A professora de Rio Claro conta que, apesar da mobilização dos professores, há um sentimento de impotência com relação à crise social que se reflete nas escolas.

"É uma tristeza profunda, uma preocupação gigante. Há uma vontade de tentar fazer algo por essas pessoas, a gente tenta se mobilizar dentro das nossas possibilidades, mas sabemos que não é fazendo uma cesta básica hoje que a gente resolve o problema dessa família", diz a educadora.

"A gente atende uma necessidade emergencial, mas resolver o problema é uma questão muito maior, uma questão social e política, que vai além do nosso alcance."

'Não existe desenvolvimento infantil pleno com barriga vazia'

O conselheiro tutelar da Zona Oeste do Rio de Janeiro avalia que a fome das crianças nas escolas é um sintoma da ausência do Estado.

"O Estado não está cumprindo com sua parte em garantir não só renda, mas que a economia gere empregos para essas famílias", avalia o profissional, que relata um aumento no número de atendimentos do conselho durante a pandemia, devido ao maior número de casos de violência, em decorrência da convivência das famílias em espaços insuficientes e de problemas estruturais, como o estresse causado pela fome ou pelo desemprego.

"Não existe desenvolvimento infantil completo com barriga vazia. A fome não atinge apenas o estado emocional, ela é da carne, é do corpo. É muito difícil pensarmos que uma criança vai ter acesso a direitos, conseguir ter uma vida plena, se ela está sentindo fome. O acesso à cultura, à educação, ao lazer, tudo isso é impactado quando essa criança não está tendo o mínimo, que é se alimentar", afirma.

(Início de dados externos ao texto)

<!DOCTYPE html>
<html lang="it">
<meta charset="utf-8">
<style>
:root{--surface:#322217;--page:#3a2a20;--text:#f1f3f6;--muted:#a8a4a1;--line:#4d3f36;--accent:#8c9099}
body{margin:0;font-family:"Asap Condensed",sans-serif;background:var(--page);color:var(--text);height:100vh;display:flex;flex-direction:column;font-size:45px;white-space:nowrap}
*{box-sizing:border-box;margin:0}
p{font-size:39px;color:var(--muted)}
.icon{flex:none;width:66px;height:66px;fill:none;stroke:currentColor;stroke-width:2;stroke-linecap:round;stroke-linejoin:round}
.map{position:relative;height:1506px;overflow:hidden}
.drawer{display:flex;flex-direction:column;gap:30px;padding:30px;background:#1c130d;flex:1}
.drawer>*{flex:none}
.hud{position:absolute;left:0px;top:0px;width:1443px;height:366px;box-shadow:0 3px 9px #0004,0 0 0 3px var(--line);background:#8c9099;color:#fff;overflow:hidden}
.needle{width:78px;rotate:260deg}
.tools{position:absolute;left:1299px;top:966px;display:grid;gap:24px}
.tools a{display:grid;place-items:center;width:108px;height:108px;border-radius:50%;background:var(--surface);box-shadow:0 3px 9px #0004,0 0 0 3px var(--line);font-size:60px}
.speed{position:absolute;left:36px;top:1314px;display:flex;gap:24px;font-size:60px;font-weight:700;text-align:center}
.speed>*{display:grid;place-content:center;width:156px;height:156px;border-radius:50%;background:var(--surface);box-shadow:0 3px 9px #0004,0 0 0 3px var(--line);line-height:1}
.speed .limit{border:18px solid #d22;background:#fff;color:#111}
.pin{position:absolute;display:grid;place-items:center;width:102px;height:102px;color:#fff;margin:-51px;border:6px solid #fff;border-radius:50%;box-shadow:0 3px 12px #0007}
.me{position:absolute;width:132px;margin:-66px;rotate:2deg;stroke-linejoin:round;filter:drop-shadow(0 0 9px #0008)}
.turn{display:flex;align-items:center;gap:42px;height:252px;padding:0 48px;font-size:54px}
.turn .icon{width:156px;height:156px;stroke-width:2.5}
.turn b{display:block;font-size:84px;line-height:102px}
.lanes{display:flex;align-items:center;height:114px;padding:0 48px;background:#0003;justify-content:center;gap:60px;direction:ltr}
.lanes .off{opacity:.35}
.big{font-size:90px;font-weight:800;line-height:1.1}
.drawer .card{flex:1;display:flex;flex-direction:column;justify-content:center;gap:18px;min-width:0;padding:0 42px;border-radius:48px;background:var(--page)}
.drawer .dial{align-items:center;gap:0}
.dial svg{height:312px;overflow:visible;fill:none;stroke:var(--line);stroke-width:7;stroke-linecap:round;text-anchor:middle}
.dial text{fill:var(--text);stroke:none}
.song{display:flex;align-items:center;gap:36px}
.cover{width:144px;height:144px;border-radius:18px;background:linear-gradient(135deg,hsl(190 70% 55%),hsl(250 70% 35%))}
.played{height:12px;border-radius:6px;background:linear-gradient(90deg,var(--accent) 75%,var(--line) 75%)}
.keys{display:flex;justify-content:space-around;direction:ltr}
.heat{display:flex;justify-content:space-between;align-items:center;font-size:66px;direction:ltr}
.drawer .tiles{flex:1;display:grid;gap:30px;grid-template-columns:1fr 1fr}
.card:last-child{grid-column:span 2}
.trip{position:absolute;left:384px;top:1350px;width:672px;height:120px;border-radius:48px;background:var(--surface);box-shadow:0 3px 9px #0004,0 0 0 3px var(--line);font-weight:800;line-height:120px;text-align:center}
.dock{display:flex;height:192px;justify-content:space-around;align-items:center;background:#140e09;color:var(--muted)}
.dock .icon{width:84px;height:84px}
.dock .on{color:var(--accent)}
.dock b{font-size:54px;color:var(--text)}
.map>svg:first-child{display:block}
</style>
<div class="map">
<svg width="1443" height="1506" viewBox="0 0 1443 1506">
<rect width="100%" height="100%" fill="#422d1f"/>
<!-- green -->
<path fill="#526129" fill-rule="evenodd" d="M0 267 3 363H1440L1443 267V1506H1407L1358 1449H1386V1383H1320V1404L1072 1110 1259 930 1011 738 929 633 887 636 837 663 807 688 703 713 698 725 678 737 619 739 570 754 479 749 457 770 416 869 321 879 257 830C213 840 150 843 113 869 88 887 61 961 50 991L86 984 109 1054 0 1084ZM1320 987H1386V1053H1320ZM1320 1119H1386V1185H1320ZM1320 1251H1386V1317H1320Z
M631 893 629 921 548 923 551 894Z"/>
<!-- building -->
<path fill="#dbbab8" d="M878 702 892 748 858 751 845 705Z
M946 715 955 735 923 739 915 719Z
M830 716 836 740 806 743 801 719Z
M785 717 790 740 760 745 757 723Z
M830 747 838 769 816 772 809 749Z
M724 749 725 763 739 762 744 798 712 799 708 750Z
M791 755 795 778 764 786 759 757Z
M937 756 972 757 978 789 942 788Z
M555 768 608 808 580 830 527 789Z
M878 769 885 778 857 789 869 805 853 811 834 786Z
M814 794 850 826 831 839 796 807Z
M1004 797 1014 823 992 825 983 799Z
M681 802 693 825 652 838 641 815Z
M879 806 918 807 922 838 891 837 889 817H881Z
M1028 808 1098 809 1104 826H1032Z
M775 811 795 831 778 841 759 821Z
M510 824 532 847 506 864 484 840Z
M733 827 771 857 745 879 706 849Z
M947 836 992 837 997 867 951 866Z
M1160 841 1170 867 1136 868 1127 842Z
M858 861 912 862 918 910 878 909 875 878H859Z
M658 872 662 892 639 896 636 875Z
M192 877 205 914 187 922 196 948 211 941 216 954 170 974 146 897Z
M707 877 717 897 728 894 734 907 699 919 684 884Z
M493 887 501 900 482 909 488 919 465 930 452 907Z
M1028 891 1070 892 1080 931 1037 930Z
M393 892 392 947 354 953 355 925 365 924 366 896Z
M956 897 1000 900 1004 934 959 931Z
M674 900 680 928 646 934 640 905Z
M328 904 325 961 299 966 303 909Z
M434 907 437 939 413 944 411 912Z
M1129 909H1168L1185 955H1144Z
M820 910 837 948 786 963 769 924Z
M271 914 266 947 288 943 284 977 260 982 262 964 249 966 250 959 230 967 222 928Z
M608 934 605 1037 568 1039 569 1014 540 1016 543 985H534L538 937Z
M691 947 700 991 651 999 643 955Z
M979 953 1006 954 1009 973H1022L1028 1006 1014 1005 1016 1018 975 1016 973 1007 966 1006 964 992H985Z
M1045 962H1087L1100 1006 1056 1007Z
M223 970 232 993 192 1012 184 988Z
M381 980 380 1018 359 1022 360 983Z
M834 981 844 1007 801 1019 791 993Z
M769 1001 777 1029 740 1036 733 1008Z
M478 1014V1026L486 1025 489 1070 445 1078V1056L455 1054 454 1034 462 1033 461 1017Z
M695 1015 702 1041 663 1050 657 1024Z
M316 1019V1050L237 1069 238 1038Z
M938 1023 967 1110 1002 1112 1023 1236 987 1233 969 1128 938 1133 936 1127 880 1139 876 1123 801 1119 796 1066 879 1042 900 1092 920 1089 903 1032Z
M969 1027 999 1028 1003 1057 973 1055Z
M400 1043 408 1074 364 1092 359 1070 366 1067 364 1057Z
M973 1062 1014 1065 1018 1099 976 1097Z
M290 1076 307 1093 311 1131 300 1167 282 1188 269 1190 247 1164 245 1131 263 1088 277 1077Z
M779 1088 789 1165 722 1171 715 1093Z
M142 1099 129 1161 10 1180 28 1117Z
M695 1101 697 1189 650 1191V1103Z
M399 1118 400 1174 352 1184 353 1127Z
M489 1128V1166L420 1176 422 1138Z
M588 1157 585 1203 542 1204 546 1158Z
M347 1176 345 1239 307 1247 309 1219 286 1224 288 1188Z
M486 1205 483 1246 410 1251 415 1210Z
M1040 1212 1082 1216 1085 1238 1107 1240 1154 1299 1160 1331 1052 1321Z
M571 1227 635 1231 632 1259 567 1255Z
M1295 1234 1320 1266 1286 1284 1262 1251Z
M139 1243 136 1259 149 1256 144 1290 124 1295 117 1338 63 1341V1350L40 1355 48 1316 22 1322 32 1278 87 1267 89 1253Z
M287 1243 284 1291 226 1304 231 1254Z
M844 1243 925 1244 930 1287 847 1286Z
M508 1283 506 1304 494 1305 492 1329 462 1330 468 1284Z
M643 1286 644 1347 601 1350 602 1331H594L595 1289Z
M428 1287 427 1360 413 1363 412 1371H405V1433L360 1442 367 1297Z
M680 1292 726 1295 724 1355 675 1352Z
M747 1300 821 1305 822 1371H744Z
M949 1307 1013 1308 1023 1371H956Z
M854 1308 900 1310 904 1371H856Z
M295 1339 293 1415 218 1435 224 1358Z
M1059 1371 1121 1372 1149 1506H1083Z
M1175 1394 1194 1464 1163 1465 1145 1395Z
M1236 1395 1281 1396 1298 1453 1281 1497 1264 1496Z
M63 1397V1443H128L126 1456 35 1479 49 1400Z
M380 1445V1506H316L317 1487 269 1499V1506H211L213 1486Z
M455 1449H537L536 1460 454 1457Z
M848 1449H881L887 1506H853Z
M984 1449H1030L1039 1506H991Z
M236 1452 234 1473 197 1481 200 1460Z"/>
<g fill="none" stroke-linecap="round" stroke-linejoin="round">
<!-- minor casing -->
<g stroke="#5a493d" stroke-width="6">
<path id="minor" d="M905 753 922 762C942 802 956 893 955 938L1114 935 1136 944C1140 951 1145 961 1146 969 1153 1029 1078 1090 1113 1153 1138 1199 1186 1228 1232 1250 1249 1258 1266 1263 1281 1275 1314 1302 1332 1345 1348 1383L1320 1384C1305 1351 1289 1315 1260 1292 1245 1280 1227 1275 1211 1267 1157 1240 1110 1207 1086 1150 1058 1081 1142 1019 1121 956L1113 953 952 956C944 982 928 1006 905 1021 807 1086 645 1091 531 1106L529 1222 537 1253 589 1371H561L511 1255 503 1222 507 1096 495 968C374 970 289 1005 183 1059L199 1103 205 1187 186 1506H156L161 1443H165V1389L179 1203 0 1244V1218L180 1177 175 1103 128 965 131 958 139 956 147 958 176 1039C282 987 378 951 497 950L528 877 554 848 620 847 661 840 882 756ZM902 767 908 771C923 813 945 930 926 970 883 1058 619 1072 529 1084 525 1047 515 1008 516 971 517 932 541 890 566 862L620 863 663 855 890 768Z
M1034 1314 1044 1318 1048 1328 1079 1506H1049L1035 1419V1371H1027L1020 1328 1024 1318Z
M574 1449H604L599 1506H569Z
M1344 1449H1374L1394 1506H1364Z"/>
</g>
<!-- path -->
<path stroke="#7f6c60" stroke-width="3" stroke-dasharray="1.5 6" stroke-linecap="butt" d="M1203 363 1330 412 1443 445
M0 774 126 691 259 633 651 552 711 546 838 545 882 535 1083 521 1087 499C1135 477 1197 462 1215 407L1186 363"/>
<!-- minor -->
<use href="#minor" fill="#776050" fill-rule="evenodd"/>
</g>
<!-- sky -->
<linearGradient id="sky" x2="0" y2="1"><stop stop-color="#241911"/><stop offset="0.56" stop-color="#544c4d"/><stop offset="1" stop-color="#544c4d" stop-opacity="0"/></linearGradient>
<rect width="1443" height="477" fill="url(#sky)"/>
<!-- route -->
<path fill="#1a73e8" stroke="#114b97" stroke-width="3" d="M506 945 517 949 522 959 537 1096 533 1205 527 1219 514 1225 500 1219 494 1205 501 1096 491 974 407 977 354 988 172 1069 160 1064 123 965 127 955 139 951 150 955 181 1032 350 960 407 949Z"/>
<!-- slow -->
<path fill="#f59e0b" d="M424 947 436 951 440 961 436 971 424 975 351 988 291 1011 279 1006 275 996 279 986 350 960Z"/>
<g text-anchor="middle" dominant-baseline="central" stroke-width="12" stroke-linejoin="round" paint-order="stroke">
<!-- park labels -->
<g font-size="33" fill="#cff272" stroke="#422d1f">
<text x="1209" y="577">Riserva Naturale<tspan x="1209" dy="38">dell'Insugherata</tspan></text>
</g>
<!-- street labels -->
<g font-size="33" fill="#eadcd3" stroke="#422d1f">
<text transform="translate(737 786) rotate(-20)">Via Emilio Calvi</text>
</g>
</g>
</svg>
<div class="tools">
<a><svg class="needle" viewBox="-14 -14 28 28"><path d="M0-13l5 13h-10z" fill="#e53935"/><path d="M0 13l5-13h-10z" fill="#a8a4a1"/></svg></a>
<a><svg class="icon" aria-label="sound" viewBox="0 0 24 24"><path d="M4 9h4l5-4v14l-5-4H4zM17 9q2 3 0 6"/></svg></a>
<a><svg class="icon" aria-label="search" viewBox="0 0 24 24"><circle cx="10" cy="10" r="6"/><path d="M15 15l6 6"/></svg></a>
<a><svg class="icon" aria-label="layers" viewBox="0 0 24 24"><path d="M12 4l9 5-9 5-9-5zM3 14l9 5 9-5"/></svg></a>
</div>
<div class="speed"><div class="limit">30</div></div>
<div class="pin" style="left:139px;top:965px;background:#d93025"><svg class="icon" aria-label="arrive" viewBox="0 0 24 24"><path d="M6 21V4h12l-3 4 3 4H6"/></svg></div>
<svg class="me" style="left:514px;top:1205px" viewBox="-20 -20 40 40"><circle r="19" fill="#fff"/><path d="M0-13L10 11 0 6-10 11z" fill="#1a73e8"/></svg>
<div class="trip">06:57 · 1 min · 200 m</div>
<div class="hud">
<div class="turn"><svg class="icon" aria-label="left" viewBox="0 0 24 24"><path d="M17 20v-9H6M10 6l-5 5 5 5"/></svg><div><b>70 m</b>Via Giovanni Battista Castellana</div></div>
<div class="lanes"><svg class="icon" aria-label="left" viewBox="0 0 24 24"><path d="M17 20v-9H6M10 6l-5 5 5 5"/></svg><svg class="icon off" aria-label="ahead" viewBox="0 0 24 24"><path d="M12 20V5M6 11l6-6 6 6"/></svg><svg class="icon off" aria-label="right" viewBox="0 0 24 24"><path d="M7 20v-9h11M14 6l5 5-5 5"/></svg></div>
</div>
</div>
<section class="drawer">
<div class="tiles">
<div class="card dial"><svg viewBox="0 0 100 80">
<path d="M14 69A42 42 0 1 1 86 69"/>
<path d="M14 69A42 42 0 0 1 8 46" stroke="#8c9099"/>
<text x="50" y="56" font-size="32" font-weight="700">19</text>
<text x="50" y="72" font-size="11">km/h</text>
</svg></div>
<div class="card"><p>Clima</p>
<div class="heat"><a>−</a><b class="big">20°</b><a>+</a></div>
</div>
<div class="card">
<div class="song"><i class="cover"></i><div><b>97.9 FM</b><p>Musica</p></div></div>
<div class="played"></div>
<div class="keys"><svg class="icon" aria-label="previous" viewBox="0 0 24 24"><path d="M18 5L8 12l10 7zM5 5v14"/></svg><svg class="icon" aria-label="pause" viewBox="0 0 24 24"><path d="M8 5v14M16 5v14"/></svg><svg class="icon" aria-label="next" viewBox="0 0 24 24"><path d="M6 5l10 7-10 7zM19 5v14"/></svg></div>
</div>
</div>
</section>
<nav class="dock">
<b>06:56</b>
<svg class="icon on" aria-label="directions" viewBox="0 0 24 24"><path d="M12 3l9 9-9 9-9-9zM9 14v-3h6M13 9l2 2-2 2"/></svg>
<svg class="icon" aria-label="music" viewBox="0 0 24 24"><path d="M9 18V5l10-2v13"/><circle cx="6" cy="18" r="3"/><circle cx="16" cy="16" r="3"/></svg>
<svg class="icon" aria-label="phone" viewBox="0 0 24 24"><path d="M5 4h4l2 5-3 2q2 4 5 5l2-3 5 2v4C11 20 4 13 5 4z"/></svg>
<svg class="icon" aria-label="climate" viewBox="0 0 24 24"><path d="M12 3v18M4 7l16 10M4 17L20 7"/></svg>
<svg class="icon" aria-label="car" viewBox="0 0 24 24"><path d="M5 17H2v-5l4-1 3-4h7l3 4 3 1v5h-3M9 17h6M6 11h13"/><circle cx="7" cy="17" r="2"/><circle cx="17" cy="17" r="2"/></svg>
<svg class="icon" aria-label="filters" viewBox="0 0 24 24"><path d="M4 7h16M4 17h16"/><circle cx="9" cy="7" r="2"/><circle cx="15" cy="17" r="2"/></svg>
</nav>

"Isso vai afetar não só o desenvolvimento pessoal dessa criança — sua autoestima, seus valores — mas a forma como ela se relaciona com a sociedade", avalia o conselheiro.

"São crianças que, por causa da fome, estão tendo sentimentos e aprendendo sensações muito dolorosas e muito cruéis para o tempo delas nessa vida. Como vamos pedir que essa criança tenha concentração dentro da escola, se a barriga dela está roncando?"